E da allora ci si rese conto della gravità della situazione. Il territorio (anticipando in qualche modo quanto realizzato dalla Protezione Civile nella individuazione delle aree a rischio di eruzione del Vesuvio) fu suddiviso in tre zone a decrescente livello di contaminazione. Nella zona A maggiormente colpita furono demolite le abitazioni e sfollati 676 abitanti. Circa 240 persone vennero colpite da cloracne, una dermatosi provocata dall’esposizione al cloro e ai suoi derivati, che crea lesioni e cisti sebacee. Il terreno contaminato fu depositato in vasche e sostituito da un nuovo terreno proveniente da zone non inquinate che fu rimboschito dando origine all’attuale “Parco naturale Bosco delle Querce”.

Quel grave disastro così sinteticamente ricordato, ebbe, paradossalmente un merito se così lo vogliamo definire: quello di far conoscere la pericolosità della diossina. Come altre volte è accaduto nel nostro strano Paese, bisogna essere “riconoscenti” ai disastri quando e perché consentono di evitare o limitare i danni di altri eventi: è il caso della “scoperta” della pericolosità dell’amianto, del terremoto in Basilicata e Irpinia il 23 novembre 1980, del disastro di Seveso… 

Oggi? Dove? Perché?

 Oggi, anche per questi “meriti”, sono più limitati i rischi di incidenti del genere.

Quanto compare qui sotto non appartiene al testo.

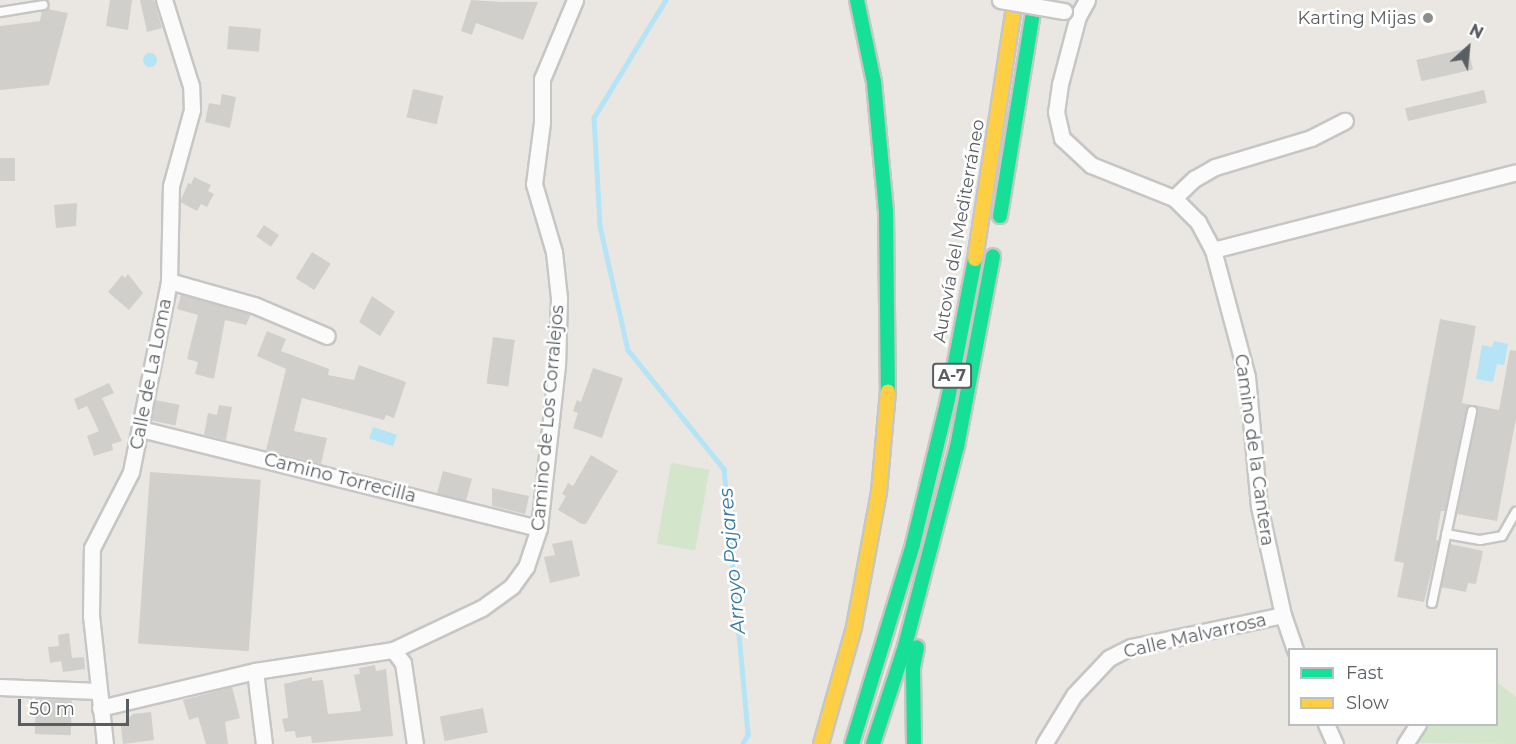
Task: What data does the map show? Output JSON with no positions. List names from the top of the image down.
{
  "streets": {
    "highway": ["Autovía del Mediterráneo", "A-7"],
    "street": [
      "Calle de La Loma",
      "Camino de Los Corralejos",
      "Camino de la Cantera",
      "Camino Torrecilla",
      "Calle Malvarrosa"
    ]
  },
  "crossings": [
    ["Calle de La Loma", "Camino de Los Corralejos"],
    ["Calle de La Loma", "Camino Torrecilla"],
    ["Camino de Los Corralejos", "Camino Torrecilla"],
    ["Camino de la Cantera", "Calle Malvarrosa"]
  ],
  "water": ["Arroyo Pajares"],
  "places": ["Karting Mijas"],
  "legend": ["Fast", "Slow"],
  "scale_bar": "50 m",
  "north": "top right"
}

Un po’ perché sono aumentati i livelli di attenzione anche grazie all’applicazione di tecnologie avanzate; un po’ perché non poche delle industrie a rischio sono state “dismesse” e le loro produzioni delocalizzate in Paesi economicamente meno sviluppati e, in quanto tali, più permissivi.

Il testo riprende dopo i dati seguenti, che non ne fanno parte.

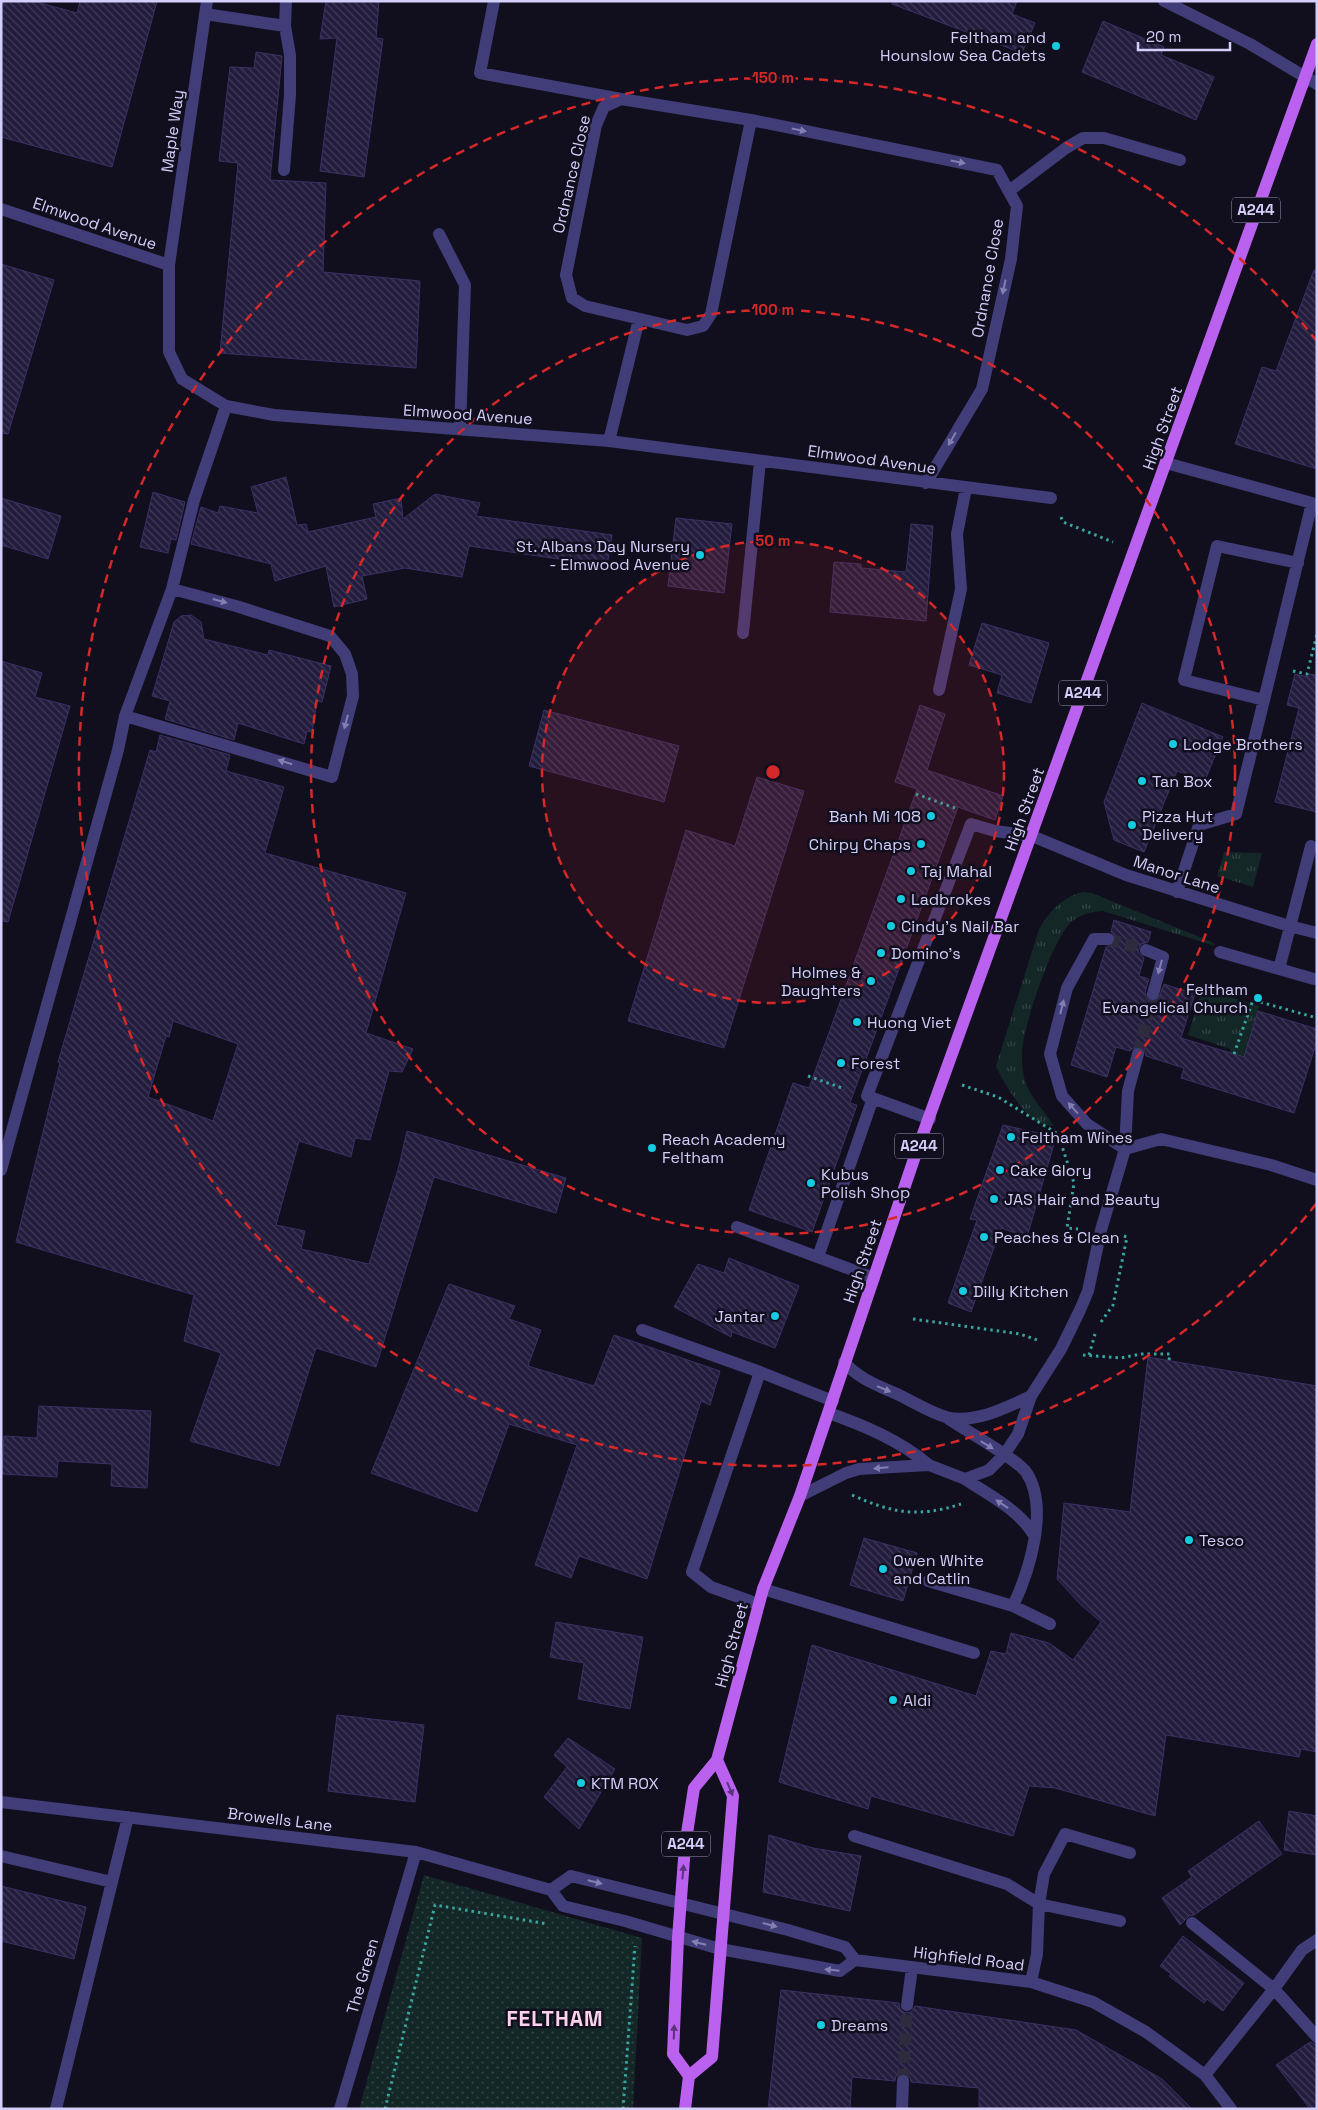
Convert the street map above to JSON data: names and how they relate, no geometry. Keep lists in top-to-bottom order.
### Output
{
  "streets": {
    "main road": ["A244", "High Street"],
    "street": [
      "Maple Way",
      "Ordnance Close",
      "Elmwood Avenue",
      "Manor Lane",
      "Browells Lane",
      "Highfield Road",
      "The Green"
    ]
  },
  "crossings": [
    ["Maple Way", "Elmwood Avenue"],
    ["Ordnance Close", "Elmwood Avenue"],
    ["A244", "High Street"],
    ["A244", "Browells Lane"],
    ["High Street", "Manor Lane"],
    ["High Street", "Browells Lane"],
    ["Browells Lane", "The Green"]
  ],
  "districts": ["FELTHAM"],
  "places": [
    "Feltham and Hounslow Sea Cadets",
    "St. Albans Day Nursery - Elmwood Avenue",
    "Lodge Brothers",
    "Tan Box",
    "Banh Mi 108",
    "Pizza Hut Delivery",
    "Chirpy Chaps",
    "Taj Mahal",
    "Ladbrokes",
    "Cindy's Nail Bar",
    "Domino's",
    "Holmes & Daughters",
    "Feltham Evangelical Church",
    "Huong Viet",
    "Forest",
    "Feltham Wines",
    "Reach Academy Feltham",
    "Cake Glory",
    "Kubus Polish Shop",
    "JAS Hair and Beauty",
    "Peaches & Clean",
    "Dilly Kitchen",
    "Jantar",
    "Tesco",
    "Owen White and Catlin",
    "Aldi",
    "KTM ROX",
    "Dreams"
  ],
  "scale_bar": "20 m",
  "rings": ["150 m", "100 m", "50 m"]
}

Significativo è il caso della Campania e, soprattutto, di Napoli. Di una città, cioè, nella quale ormai di industria si parla prevalentemente in termini di dismissione, ma la quale, prima in Italia, fu dichiarata “area ad elevato rischio di crisi ambientale” e che contava undici delle tredici industrie a grave rischio individuate nella regione. Tutto con rilevanti problemi per la salute della popolazione soprattutto a causa dell’inquinamento atmosferico.

Oggi, dunque, chiuse quelle industrie l’aria è tornata respirabile e la salute è salva? Non è così. Perché l’aria l’inquinano non solo le industrie e le automobili, ma, talora ancor più e peggio, i rifiuti la cui combustione illegale (al di fuori degli inceneritori) può avere ricadute anche peggiori sulla salute. In modo particolare per quanto riguarda alcune componenti dei “rifiuti speciali” non smaltite secondo legge, ma nel modo criminoso che caratterizza la storia soprattutto di alcune aree delle province di Napoli e Caserta.

 

La Geenna? Era una discarica

Il recentissimo rapporto dell’ISPRA (Istituto per la Protezione dell’Ambiente) sui rifiuti speciali dà una puntuale descrizione dell’andamento di produzione e smaltimento di questi rifiuti prodotti da industrie e aziende e che si dividono in “non pericolosi” e “pericolosi”. I primi appartengono prevalentemente al settore manifatturiero, delle costruzioni e demolizioni e di alcune tipologie di trattamento dei rifiuti. I “pericolosi” sono generati dalle attività produttive che contengono al loro interno sostanze pericolose in concentrazioni tali da costituire pericolo (ad esempio, raffinazione del petrolio, processi chimici, industria fotografica, industria metallurgica, produzione conciaria e tessile, impianti di trattamento dei rifiuti, ricerca medica e veterinaria).

Quanti e quali di questi finiscono nelle discariche in Campania? Dal 2014 nemmeno un chilo perché nella regione non esistono discariche autorizzate allo smaltimento di rifiuti speciali che vengono, quindi, trattati fuori regione o all’estero.

Non nelle discariche, dunque, ma sotterrati da anni, provenienti da “fuori regione” e nottetempo bruciati per smaltirli più rapidamente. Sono i fuochi che alimentano quella che viene definita, appunto, la “terra dei fuochi”. In realtà è la Geenna di cui si trovano non pochi riferimenti nei testi biblici che si riferiscono ad una valle poco fuori Gerusalemme che gli abitanti utilizzavano come discarica mantenendovi costantemente acceso un fuoco per distruggere i rifiuti. Magari non erano “speciali”, ma la rivoluzione industriale non era ancora scoppiata e industriali disonesti non avevano motivo di rivolgersi a mafiosi e camorristi per disfarsi dei loro rifiuti.